Yeni Asya’da yayınlanan yazının tamamı şöyle:

“14 Mayıs seçimi için yapılan “tarihimizin en kıymetli ve kritik seçimlerinden biri” değerlendirmesinde herkes mutabık.

Ama bunu söylerken muhalefetle iktidarın seslendirdikleri münasebetler büsbütün farklı.

Muhalefet “Bu seçimde tek adam rejiminin devamını mı, yoksa demokrasiye dönüşü mü tercih edeceğiz?” diyor ki, doğrusu da bu.

İktidarın ise demokrasi üzere bir kederi yok. “Tarihimizin en kritik istiklal ve istikbal çabasını veriyoruz; beka kelam konusu olduğunda başka herşey teferruat” argümanında.

“Beka”dan kastı kendi iktidarının devamı.

Oysa siyasî iktidarlar gelip geçicidir. Ülkenin yazgısı bir partiye ve şahsa bağlanamaz.

Ama bu iktidar o denli görüyor. Ona nazaran, iktidardan düştüğü takdirde ülke batacak!

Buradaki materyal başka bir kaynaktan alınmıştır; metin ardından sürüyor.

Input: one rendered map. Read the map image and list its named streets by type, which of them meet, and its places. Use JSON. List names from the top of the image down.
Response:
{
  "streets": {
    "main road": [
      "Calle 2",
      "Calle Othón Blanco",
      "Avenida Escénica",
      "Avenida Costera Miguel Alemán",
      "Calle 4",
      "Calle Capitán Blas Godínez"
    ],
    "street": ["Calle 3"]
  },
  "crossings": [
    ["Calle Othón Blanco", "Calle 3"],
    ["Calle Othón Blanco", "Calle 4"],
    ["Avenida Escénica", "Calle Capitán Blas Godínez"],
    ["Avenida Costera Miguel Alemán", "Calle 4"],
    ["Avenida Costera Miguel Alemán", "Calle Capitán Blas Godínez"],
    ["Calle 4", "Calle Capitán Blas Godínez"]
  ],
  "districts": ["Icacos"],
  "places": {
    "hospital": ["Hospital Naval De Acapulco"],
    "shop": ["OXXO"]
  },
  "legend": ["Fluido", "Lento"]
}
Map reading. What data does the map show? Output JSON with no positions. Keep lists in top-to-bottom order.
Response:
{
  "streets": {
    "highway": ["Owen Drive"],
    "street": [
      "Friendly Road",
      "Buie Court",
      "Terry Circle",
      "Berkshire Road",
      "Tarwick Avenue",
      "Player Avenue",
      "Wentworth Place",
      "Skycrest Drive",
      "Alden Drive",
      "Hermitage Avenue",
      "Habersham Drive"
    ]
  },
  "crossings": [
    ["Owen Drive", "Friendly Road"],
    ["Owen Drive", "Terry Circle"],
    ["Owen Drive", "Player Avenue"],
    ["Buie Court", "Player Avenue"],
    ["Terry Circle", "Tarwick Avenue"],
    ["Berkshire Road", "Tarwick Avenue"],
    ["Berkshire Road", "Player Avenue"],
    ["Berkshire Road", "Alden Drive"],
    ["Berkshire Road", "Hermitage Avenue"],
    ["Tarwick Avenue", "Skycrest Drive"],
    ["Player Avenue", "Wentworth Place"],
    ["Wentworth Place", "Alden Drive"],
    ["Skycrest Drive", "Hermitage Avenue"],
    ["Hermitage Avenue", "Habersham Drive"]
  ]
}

Ve kendi bekasını “Kızılelma” üzere sloganlarla da adeta “kutsallaştırma” çabasında.

Peki, patenti “ulusalcı” damara ilişkin olan bu slogan AKP tarafından nasıl benimsendi?

Halbuki bu sloganla kurulan ittifak, birinci defa AKP’nin iktidara geldiği devirde ona karşı ortaya atılmış ve 2011’de tekrar ısıtılmıştı.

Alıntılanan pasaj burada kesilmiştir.